Mary is significantly along the way to being potty trained. Because I've done casual elimination communication since she was three months old, she has very rarely done more than pee in her diapers since she was half a year old. She tells me she needs to go and I take her to a potty (including the big potty). Or, she'll even just take herself without telling me, as I discovered her this morning. I'm thrilled to see her so close to being done with diapers at only 18 months old! We'll see if I can put in the extra effort to finish her learning process in the next six months or so.
Meanwhile, Mary has begun that really neat language phase of asking what things are called. I think that most children pick up the word "that" and use it to ask "That? That? That?" as they point here and there. Mary has decided to use the word "This?" and points to everything within her eyesight, asking, "This?" I think it is so neat to see inside their expanding toddler brains, to see that once Mary had the tool to ask for the name of things, she wants to know the names of everything! It is its own kind of "Helen Keller moment."
She has been saying sentences, such as "I'll get it" and "I did it," for a few months now. However, I've rather considered them words, that maybe she doesn't know are sentences ("Ididit!"). But maybe I'm not giving enough credit because she always says the proper pronoun, even though I say of her that "Mary" or "she" did it or I say to her "You did it." And now Mary has begun saying other baby sentences, combining "I" with other verbs (like, "I slipped") and I think those have to count as sentences. What fun for me to watch!

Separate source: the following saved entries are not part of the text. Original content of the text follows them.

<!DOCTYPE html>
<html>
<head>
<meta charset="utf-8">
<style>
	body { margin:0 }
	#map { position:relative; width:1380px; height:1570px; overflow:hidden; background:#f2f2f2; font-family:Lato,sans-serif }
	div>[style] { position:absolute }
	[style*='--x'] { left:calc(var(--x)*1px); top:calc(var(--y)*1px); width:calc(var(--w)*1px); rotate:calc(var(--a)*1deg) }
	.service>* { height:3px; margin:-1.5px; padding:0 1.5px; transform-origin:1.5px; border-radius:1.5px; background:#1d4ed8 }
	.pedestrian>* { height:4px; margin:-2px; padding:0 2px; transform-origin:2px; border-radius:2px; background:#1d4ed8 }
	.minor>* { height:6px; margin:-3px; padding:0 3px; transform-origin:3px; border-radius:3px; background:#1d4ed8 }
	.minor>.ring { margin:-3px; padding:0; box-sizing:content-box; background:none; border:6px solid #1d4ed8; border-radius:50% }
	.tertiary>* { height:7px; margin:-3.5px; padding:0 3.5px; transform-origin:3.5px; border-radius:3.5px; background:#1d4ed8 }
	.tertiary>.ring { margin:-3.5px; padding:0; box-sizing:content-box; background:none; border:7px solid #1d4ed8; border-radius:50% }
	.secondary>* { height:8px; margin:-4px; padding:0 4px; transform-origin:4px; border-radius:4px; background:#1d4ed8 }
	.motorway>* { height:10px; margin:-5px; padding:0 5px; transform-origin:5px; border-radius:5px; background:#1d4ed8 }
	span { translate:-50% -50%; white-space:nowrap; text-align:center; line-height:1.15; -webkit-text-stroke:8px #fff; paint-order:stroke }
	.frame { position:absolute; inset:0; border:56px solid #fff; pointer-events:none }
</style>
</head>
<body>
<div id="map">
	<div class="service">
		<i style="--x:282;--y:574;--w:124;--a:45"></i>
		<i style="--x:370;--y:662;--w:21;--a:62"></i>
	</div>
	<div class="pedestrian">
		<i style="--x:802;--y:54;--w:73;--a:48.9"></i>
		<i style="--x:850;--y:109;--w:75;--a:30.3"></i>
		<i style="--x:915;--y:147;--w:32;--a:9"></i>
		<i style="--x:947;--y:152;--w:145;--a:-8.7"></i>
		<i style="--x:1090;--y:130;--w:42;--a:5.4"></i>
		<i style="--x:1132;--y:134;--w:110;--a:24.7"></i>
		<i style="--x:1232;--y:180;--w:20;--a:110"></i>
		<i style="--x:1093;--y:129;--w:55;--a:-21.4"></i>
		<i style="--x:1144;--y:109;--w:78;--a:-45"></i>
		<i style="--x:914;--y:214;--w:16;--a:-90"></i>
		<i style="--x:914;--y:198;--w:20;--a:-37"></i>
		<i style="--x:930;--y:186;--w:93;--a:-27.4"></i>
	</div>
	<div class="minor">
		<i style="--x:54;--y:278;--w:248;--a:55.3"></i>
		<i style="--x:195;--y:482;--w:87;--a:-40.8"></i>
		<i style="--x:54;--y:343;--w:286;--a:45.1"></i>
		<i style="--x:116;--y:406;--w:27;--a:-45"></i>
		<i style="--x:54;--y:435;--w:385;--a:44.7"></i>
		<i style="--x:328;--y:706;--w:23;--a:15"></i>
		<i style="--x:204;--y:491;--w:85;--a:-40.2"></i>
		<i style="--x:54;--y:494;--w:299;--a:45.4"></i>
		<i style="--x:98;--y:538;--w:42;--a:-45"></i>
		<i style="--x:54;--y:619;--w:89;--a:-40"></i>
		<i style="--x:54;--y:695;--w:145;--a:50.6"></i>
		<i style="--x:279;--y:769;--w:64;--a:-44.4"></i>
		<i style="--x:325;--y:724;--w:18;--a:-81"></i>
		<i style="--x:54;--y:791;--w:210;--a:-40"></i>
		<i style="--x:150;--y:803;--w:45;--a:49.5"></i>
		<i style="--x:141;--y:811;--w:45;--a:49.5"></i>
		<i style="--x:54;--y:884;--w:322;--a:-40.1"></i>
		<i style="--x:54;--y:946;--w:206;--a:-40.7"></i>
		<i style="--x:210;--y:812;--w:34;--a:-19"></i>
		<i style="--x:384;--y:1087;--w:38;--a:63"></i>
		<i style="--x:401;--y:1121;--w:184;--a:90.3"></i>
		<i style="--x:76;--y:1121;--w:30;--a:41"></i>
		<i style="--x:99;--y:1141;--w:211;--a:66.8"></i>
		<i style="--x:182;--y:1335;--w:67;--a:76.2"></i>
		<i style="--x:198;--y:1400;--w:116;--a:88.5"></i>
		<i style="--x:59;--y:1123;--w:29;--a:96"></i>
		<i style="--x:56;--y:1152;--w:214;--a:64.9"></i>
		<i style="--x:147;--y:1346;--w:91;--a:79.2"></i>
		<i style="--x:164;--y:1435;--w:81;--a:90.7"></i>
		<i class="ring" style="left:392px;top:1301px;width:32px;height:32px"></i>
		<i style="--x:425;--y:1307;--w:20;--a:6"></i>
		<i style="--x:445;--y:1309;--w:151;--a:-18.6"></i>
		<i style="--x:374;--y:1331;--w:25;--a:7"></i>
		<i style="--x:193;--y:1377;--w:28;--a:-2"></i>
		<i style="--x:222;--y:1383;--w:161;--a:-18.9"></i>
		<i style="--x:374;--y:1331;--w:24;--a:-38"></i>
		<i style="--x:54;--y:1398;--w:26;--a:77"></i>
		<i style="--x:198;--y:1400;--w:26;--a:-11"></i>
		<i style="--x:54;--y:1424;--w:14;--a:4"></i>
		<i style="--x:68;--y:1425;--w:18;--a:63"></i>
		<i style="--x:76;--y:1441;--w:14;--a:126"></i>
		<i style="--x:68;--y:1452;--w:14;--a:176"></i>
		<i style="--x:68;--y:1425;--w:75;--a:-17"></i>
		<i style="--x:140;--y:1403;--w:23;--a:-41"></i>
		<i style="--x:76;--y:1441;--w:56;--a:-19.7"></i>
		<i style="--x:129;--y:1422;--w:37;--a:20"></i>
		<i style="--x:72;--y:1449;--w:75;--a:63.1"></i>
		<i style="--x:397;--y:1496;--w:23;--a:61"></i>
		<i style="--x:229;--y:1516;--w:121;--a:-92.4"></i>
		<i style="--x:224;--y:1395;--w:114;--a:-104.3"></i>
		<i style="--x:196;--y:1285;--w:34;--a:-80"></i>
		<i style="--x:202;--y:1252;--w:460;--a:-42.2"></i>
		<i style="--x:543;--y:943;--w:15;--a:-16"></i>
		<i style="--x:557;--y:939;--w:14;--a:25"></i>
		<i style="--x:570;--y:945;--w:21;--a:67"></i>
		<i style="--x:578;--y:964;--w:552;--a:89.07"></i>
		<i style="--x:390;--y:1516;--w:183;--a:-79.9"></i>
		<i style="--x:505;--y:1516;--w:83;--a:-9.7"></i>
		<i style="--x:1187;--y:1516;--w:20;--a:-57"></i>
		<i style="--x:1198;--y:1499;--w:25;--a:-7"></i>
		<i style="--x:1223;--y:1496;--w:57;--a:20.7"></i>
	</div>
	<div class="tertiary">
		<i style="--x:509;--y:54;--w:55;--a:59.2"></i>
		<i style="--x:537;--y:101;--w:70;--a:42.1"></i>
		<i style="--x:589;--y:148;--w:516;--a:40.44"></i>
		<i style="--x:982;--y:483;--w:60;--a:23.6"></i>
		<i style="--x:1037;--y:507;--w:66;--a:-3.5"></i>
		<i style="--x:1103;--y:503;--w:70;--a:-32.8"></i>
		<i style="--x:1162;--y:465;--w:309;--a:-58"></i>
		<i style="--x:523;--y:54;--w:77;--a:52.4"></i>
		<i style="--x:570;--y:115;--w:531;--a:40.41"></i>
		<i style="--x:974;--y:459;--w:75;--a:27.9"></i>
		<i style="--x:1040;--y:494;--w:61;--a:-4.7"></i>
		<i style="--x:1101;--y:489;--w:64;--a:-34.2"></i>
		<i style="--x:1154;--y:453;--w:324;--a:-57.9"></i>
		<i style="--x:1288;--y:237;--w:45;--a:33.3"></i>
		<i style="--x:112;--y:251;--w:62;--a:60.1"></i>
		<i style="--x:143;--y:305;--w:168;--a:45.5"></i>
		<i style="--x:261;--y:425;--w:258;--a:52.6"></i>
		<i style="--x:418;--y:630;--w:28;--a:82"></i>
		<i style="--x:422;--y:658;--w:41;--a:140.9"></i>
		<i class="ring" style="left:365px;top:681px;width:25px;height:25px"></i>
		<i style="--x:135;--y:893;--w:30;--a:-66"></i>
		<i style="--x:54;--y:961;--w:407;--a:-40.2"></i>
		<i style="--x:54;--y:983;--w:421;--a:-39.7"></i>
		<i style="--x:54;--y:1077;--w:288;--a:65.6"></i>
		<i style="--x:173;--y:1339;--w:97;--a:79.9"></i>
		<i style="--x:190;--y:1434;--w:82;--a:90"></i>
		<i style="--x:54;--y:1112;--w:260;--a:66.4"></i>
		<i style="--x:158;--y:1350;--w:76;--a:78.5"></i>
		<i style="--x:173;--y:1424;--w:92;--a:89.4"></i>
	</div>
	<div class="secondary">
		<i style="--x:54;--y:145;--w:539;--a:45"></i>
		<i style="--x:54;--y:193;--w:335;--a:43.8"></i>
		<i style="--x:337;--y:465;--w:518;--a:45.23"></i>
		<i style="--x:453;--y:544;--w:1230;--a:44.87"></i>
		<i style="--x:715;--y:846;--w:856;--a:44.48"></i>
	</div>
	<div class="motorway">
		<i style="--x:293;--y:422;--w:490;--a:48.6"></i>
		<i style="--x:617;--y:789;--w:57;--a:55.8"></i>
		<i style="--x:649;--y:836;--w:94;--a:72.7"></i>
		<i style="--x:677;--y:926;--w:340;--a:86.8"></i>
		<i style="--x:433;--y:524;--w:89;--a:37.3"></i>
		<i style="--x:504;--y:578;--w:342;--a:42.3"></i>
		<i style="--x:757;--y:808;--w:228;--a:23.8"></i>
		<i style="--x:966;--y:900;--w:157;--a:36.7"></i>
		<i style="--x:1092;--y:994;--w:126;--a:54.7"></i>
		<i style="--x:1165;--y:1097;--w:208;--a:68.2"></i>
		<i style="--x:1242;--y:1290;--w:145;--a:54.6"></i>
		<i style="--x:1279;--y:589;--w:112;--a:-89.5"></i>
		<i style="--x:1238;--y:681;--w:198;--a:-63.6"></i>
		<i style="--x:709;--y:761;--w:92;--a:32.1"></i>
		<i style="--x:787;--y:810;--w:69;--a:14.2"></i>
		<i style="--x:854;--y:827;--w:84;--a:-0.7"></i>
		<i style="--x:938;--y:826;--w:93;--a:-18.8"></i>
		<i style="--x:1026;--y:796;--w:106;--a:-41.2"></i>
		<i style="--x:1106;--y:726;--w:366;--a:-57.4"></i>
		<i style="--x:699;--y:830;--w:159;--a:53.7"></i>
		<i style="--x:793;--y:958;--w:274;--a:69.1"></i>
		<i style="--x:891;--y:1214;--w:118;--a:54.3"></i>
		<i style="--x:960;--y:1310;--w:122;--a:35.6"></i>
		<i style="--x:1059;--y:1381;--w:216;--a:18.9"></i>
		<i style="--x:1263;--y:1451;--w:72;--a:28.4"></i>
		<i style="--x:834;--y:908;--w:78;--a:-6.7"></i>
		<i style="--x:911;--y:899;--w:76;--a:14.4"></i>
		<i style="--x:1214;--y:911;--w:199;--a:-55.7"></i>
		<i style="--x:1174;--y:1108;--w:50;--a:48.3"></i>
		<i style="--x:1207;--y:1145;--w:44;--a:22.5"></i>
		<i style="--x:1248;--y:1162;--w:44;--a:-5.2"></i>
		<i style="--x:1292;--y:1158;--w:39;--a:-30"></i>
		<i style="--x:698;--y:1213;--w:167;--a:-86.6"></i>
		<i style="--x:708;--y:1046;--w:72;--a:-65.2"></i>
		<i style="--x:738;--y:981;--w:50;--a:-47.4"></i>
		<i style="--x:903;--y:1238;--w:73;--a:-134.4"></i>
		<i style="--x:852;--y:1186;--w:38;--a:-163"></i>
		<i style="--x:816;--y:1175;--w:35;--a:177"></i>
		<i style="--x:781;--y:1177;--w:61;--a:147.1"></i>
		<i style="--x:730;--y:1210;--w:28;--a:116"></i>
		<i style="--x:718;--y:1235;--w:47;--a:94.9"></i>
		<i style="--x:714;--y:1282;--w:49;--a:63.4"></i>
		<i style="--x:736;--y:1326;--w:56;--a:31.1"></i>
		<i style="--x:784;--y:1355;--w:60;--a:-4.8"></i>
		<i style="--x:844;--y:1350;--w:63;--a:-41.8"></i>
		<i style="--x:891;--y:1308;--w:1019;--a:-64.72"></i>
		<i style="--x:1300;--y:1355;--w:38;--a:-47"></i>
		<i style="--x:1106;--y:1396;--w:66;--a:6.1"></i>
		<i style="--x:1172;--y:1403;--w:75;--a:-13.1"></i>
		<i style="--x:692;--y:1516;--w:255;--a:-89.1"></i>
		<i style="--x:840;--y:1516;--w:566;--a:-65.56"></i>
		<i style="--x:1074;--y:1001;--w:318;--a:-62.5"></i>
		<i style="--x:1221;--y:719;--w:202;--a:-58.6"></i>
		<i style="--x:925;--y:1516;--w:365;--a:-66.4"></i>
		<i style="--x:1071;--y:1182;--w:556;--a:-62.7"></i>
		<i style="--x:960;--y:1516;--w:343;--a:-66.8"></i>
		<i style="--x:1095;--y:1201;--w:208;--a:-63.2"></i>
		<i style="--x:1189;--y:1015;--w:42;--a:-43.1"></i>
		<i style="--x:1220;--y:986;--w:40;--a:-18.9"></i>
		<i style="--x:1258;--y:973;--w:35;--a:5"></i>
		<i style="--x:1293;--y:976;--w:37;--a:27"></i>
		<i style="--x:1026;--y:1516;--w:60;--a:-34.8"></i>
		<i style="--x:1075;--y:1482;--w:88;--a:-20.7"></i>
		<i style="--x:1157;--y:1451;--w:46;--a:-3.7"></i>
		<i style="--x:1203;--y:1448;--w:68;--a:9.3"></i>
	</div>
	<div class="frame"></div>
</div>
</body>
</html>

Meanwhile, John is in a "happy helper phase" and--boy!--does he like to help! He asks to help with nearly everything and, even though it slows me down considerably, I'm trying to take advantage of the phase and let him help, teaching him how to do things. The more he is helping me (and, believe me, his three-year-old [in]competency tries my patience), the less he is watching TV or getting into toy squabbles with his sister, so I figure it is the duty of my vocation and I'd better cheerfully say, "Sure, honey, you can help me . . ."
Also, John is asking the most interesting questions on loftier subjects these days. Last night as I was lying down with the two littles, John asked in the dark, "Mama, is God happy?" I was confused, said yes, but asked what he meant. He said, "Is God happy in Heaven?" I said that yes, he was definitely happy in Heaven, and we hope that we can become saints so we can be in Heaven with him too. John said, "Okay, I just wanted to make sure that God is happy." That led to a discussion about saints (as we've been studying the saint of the day) and John insisted that one has to be a grown-up to be a saint. I promised that children can be saints and said we'd get out our books and look up some children saints today. I love my job! (And thank you, Chris, for working so that this can be my job!)